Last year’s statement explained that the FDA had “detected four potential AEIs in the Medicare healthcare claims database of persons aged 65 years and older who had received the Pfizer/BioNTech COVID-19 vaccine.”
Including heart problems
“The four potential AEI are pulmonary embolism, acute myocardial infarction, immune thrombocytopenia, and disseminated intravascular coagulation,” it continued.
The statement stressed that the AEIs in question had not been documented among those who received the other two available vaccines at the time.
“These four events may not be true safety concerns, and the screening method cannot establish that the vaccine caused these AEI,” it cautioned.
“FDA is sharing the initial findings of this safety study in the spirit of transparency but does not believe there is a cause for concern,” the statement added.

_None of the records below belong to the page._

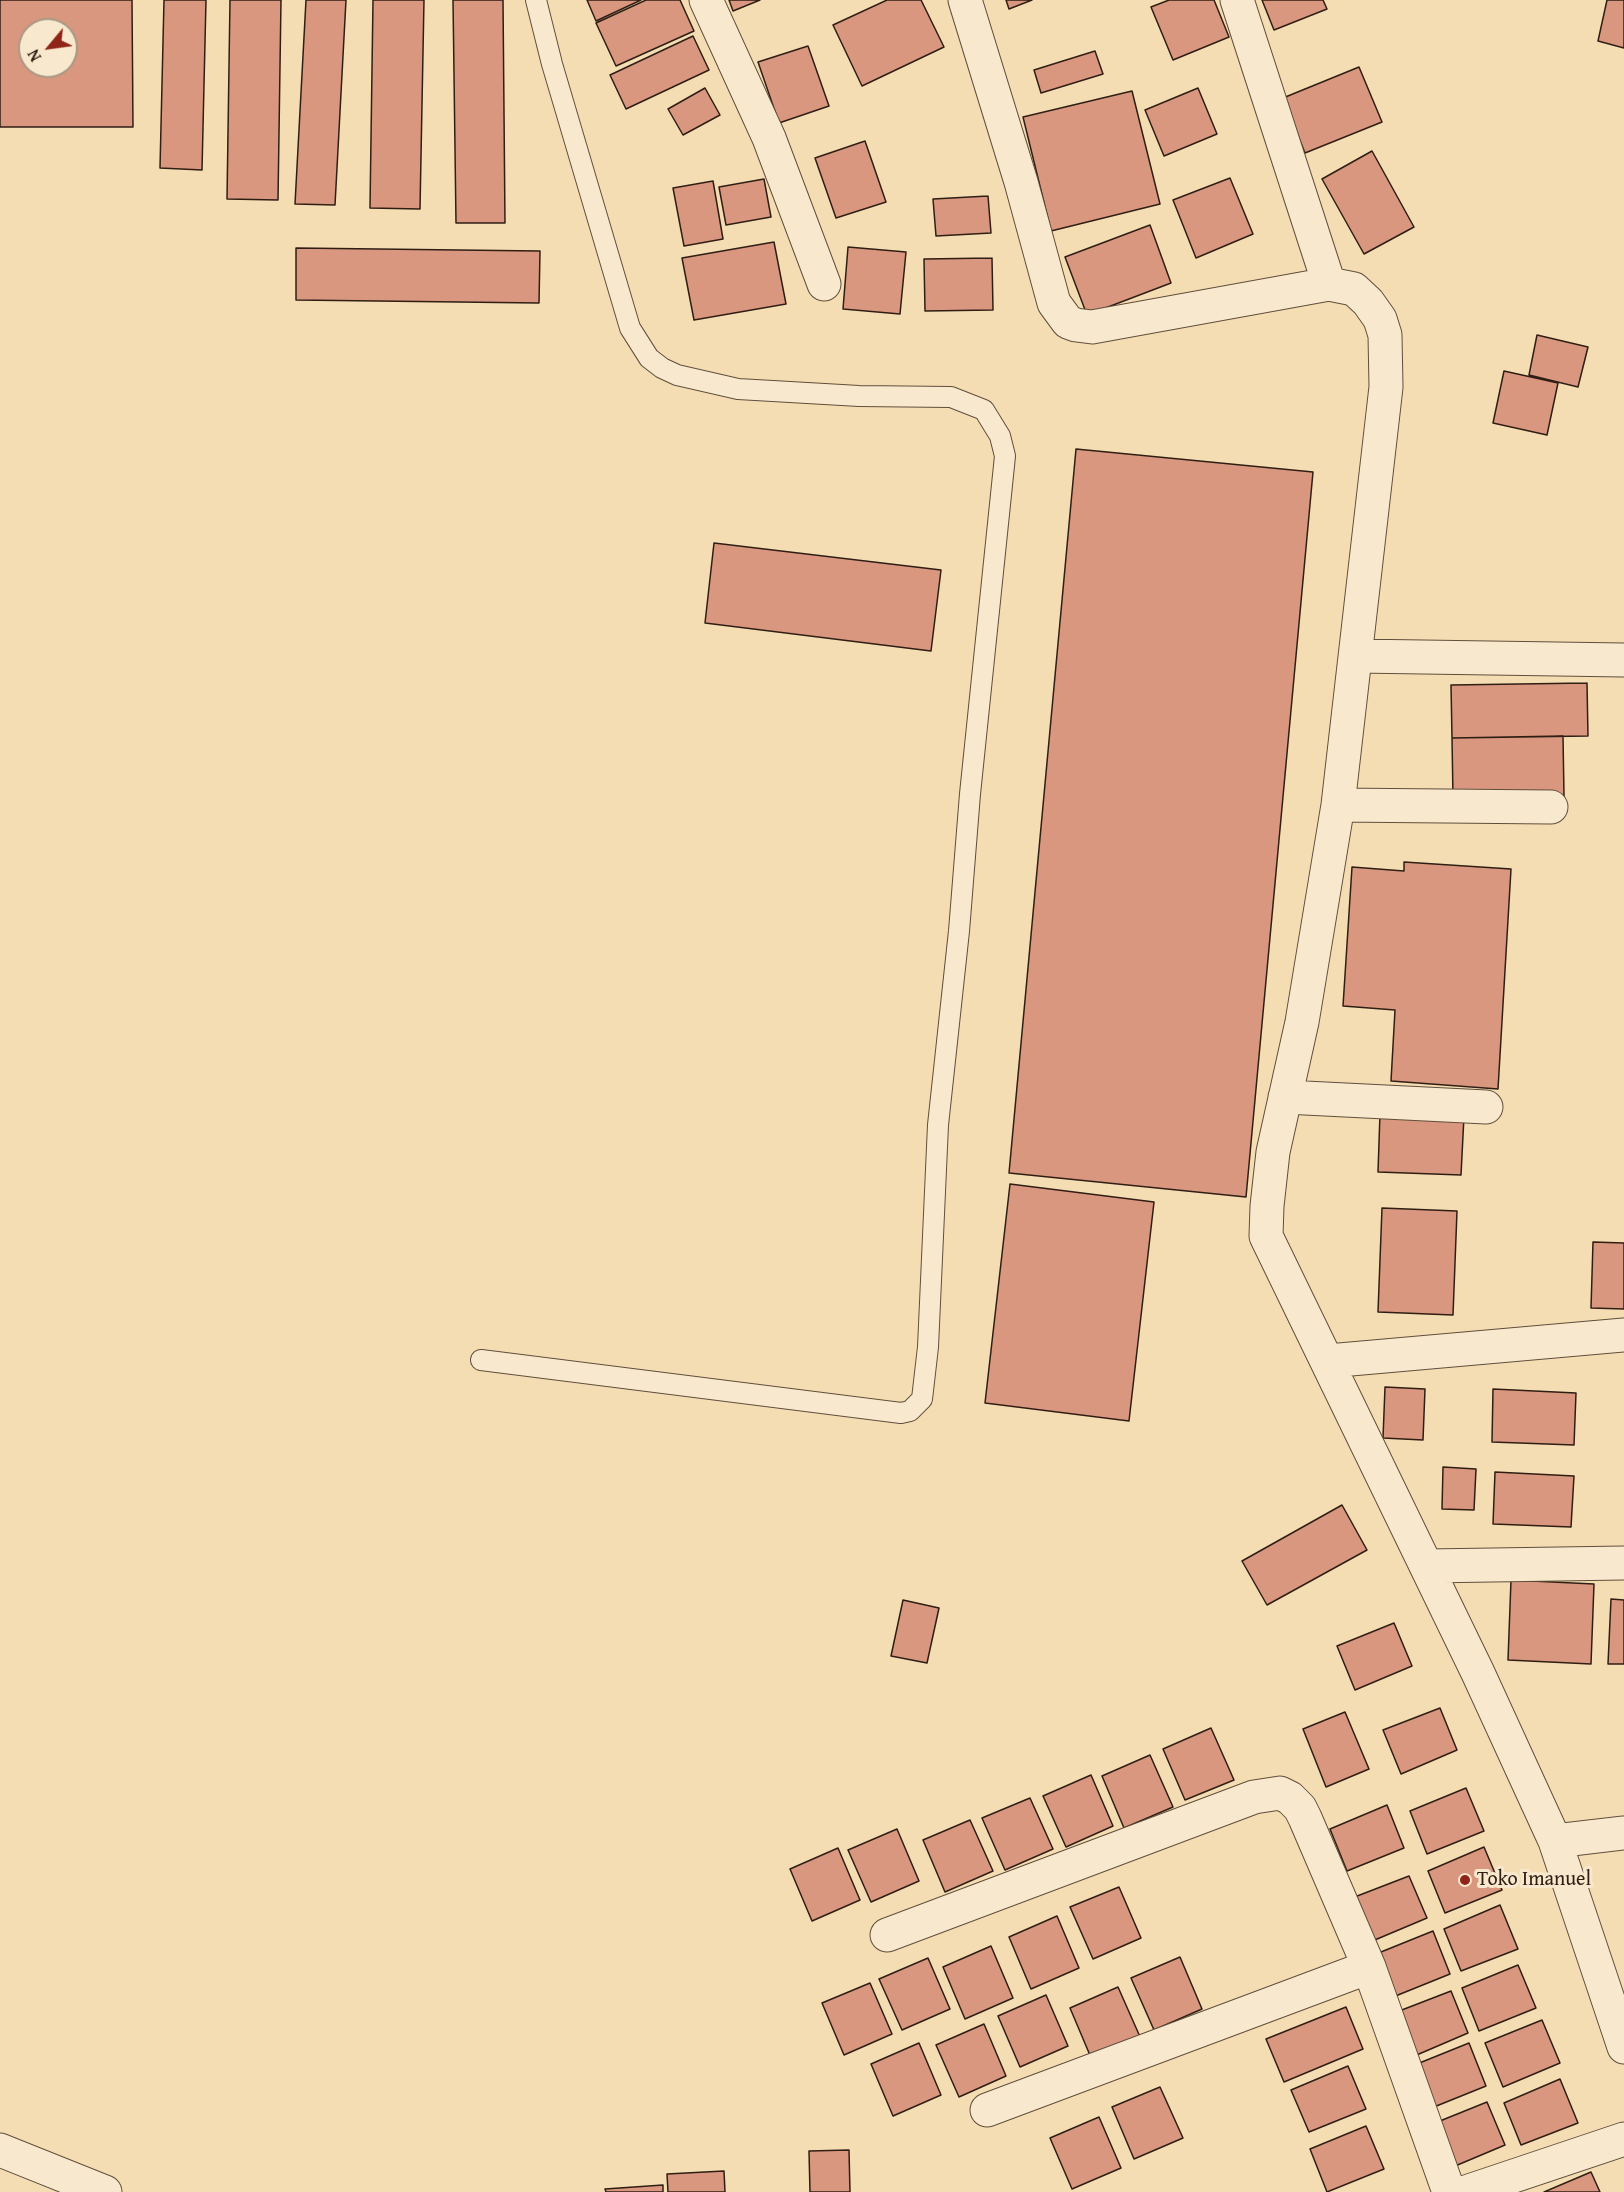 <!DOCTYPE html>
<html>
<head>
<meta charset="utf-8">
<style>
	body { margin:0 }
	#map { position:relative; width:1624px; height:2192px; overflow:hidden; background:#f5ddb3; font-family:"Gentium Book Plus",serif }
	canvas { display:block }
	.north { position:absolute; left:18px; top:18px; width:60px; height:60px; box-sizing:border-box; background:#f8e9ce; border:2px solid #a89884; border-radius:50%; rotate:241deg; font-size:16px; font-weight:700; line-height:24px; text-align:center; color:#2f1e14 }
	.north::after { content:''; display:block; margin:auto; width:21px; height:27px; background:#8f2418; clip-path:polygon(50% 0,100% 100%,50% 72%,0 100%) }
</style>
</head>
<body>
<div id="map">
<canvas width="1624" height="2192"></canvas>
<div class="north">N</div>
</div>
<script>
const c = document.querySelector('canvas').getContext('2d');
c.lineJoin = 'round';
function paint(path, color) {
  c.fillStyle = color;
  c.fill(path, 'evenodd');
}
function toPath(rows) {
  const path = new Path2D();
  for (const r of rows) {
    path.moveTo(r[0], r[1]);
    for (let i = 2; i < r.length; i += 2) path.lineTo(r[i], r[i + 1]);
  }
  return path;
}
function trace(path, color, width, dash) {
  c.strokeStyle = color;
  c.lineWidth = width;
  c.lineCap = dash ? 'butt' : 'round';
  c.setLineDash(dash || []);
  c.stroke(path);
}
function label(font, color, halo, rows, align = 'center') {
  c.font = font + ' "Gentium Book Plus",serif';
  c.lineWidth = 6;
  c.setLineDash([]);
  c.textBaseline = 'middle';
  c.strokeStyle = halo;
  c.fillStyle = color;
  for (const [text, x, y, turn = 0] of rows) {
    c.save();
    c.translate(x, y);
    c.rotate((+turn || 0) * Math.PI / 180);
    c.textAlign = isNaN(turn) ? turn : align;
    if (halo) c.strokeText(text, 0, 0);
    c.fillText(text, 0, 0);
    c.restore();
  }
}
const building = toPath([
	[0,0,132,0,133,127,0,127,0,0],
	[30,30,66,30,66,66,30,66,30,30],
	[164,0,206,0,202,170,160,168,164,0],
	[230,0,281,0,278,200,227,199,230,0],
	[306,0,346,0,335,205,295,204,306,0],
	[373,0,424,0,420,209,370,208,373,0],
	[453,0,503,0,505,223,456,223,453,0],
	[587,0,641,0,596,21,587,0],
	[646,0,680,0,694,31,616,66,596,23,646,0],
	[729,0,760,0,733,11,729,0],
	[887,0,921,0,944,47,862,86,833,25,887,0],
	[1006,0,1032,0,1009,9,1006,0],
	[1169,0,1214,0,1229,37,1173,60,1151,7,1169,0],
	[1262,0,1323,0,1327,9,1274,30,1262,0],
	[1607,0,1624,0,1624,48,1598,41,1607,0],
	[693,36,709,70,626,109,610,75,693,36],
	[808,46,829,106,779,123,758,62,808,46],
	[1095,51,1103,74,1041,93,1034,70,1095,51],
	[1359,67,1382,122,1305,153,1283,98,1359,67],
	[705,88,720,115,683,135,668,109,705,88],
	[1198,88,1217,134,1164,156,1145,110,1198,88],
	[1132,91,1160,204,1051,231,1023,117,1132,91],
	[865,141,886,202,836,218,815,158,865,141],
	[1372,151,1414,227,1364,254,1322,179,1372,151],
	[1230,178,1253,234,1196,258,1173,200,1230,178],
	[764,179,771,217,726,225,719,187,764,179],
	[713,181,723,239,684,246,673,188,713,181],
	[988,196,991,233,936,236,933,199,988,196],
	[1150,225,1171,283,1087,315,1065,257,1150,225],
	[774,242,786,304,694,320,682,258,774,242],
	[848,247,906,252,900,314,843,309,848,247],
	[296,248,540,251,539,303,296,300,296,248],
	[992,258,993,310,925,311,924,259,992,258],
	[1537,335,1588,347,1578,387,1529,375,1537,335],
	[1504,371,1558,383,1547,435,1493,423,1504,371],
	[1076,449,1313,472,1246,1197,1009,1173,1076,449],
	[714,543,941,570,931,651,705,623,714,543],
	[1587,683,1588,736,1452,738,1451,685,1587,683],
	[1563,736,1564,796,1453,798,1452,738,1563,736],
	[1404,862,1511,869,1498,1089,1391,1081,1395,1010,1343,1006,1352,867,1404,871,1404,862],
	[1380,1113,1464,1116,1461,1175,1378,1172,1380,1113],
	[1010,1184,1154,1202,1129,1421,985,1403,1010,1184],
	[1382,1208,1457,1211,1453,1315,1378,1312,1382,1208],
	[1593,1242,1624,1243,1624,1309,1591,1308,1593,1242],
	[1385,1387,1425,1389,1423,1440,1383,1438,1385,1387],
	[1493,1389,1576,1393,1574,1445,1492,1442,1493,1389],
	[1443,1467,1476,1469,1474,1510,1442,1509,1443,1467],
	[1495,1472,1574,1476,1571,1527,1493,1524,1495,1472],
	[1342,1505,1367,1550,1267,1605,1242,1561,1342,1505],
	[1511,1580,1594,1584,1591,1664,1508,1660,1511,1580],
	[1611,1599,1624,1600,1624,1664,1608,1664,1611,1599],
	[903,1600,939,1608,927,1663,891,1656,903,1600],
	[1394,1623,1412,1666,1355,1690,1337,1646,1394,1623],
	[1440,1708,1457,1750,1401,1774,1383,1730,1440,1708],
	[1345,1712,1369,1769,1326,1787,1303,1729,1345,1712],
	[1211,1728,1234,1780,1185,1800,1163,1749,1211,1728],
	[1150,1755,1173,1807,1124,1828,1102,1776,1150,1755],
	[1091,1775,1113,1826,1066,1847,1043,1796,1091,1775],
	[1466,1788,1484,1831,1427,1854,1410,1811,1466,1788],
	[1030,1798,1053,1849,1005,1870,982,1818,1030,1798],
	[1387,1805,1404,1848,1347,1871,1330,1829,1387,1805],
	[970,1820,993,1871,945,1892,923,1840,970,1820],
	[897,1829,919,1881,871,1902,848,1850,897,1829],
	[1484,1847,1502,1890,1445,1913,1428,1871,1484,1847],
	[838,1848,860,1900,812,1921,790,1869,838,1848],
	[1409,1876,1427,1918,1370,1942,1352,1898,1409,1876],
	[1119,1887,1141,1938,1093,1959,1070,1907,1119,1887],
	[1500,1905,1518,1949,1461,1971,1444,1929,1500,1905],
	[1057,1916,1079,1968,1031,1989,1009,1937,1057,1916],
	[1433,1931,1450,1974,1393,1997,1376,1954,1433,1931],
	[991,1946,1013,1998,965,2019,943,1967,991,1946],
	[1180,1957,1202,2009,1154,2030,1131,1978,1180,1957],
	[928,1958,950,2009,902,2030,879,1979,928,1958],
	[1518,1965,1536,2008,1479,2031,1462,1988,1518,1965],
	[870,1983,892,2034,844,2055,822,2003,870,1983],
	[1118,1987,1141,2039,1092,2060,1070,2008,1118,1987],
	[1451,1991,1468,2033,1412,2057,1394,2013,1451,1991],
	[1046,1995,1068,2046,1020,2067,998,2016,1046,1995],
	[1346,2007,1363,2049,1284,2082,1266,2039,1346,2007],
	[1542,2020,1560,2063,1503,2087,1485,2043,1542,2020],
	[984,2024,1006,2076,959,2097,936,2045,984,2024],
	[919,2043,941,2095,893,2116,871,2064,919,2043],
	[1469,2043,1486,2086,1429,2109,1412,2066,1469,2043],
	[1348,2066,1366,2109,1309,2132,1291,2090,1348,2066],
	[1560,2079,1578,2123,1521,2145,1504,2103,1560,2079],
	[1160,2087,1183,2138,1134,2159,1112,2107,1160,2087],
	[1487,2102,1505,2145,1448,2169,1430,2125,1487,2102],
	[1099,2117,1121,2168,1072,2189,1050,2138,1099,2117],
	[1366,2126,1384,2169,1327,2192,1310,2149,1366,2126],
	[849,2150,850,2192,810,2192,809,2151,849,2150],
	[724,2171,725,2192,668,2192,667,2174,724,2171],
	[1591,2172,1600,2192,1544,2192,1591,2172],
	[663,2185,663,2192,606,2192,605,2189,663,2185]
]);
paint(building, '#d9977f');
trace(building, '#2f1e14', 1.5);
const lane = toPath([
	[481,1360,901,1413,910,1411,922,1399,928,1347,938,1125,959,931,970,794,1005,456,1000,436,984,410,951,397,859,396,738,389,677,375,662,368,649,358,630,328,552,64,536,0]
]);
const street = toPath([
	[706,0,769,138,824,284],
	[965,0,1021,182,1054,303,1068,322,1076,325,1092,327,1329,284,1354,289,1368,302,1380,319,1385,335,1386,387,1338,805,1302,1022,1273,1152,1267,1206,1266,1236,1478,1673,1555,1841,1624,2047],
	[1237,0,1329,284],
	[1356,656,1624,660],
	[1338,805,1551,807],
	[1285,1097,1486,1107],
	[1328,1361,1624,1335],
	[1427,1566,1624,1563],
	[1555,1841,1624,1833],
	[887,1935,1254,1797,1280,1793,1290,1798,1300,1808,1305,1818,1369,1967,1449,2192],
	[987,2110,1369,1967],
	[0,2150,105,2192],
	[1466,2192,1624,2139]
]);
trace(lane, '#604e3c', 22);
trace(street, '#604e3c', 35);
trace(lane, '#f8e9ce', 20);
trace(street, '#f8e9ce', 33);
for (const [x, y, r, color] of [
	[1465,1880,6,"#8f2418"]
]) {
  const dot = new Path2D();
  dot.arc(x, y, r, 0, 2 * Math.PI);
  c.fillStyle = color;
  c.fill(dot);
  trace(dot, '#f8e9ce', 2);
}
label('20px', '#2f1e14', '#f8e9ce', [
	["Toko Imanuel",1477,1880]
], 'left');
</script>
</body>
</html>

It pointed out how “[t]here are alternative explanations for the findings, including the fact that the Pfizer/BioNTech vaccine was given to many high-risk individuals who were older and had significant co-morbidities.”
“FDA continues to closely monitor the safety of the COVID-19 vaccines and will further investigate these findings by conducting more rigorous epidemiological studies,” the statement declared.
Additional information “is expected later this fall
It concluded by pledging that the “FDA will share further updates and information with the public as they become available.”
According to the Times, it recently contacted the FDA to inquire when the agency plans to release its updated findings on Pfizer’s COVID vaccine. “The medical record review and statistical analyses have recently been completed, and the overall study results are currently under internal review at FDA,” a spokesperson told the Times in an email.
“Release of the study findings is expected later this fall,” the spokesperson added. Meanwhile, Pfizer did not respond to a request for comment.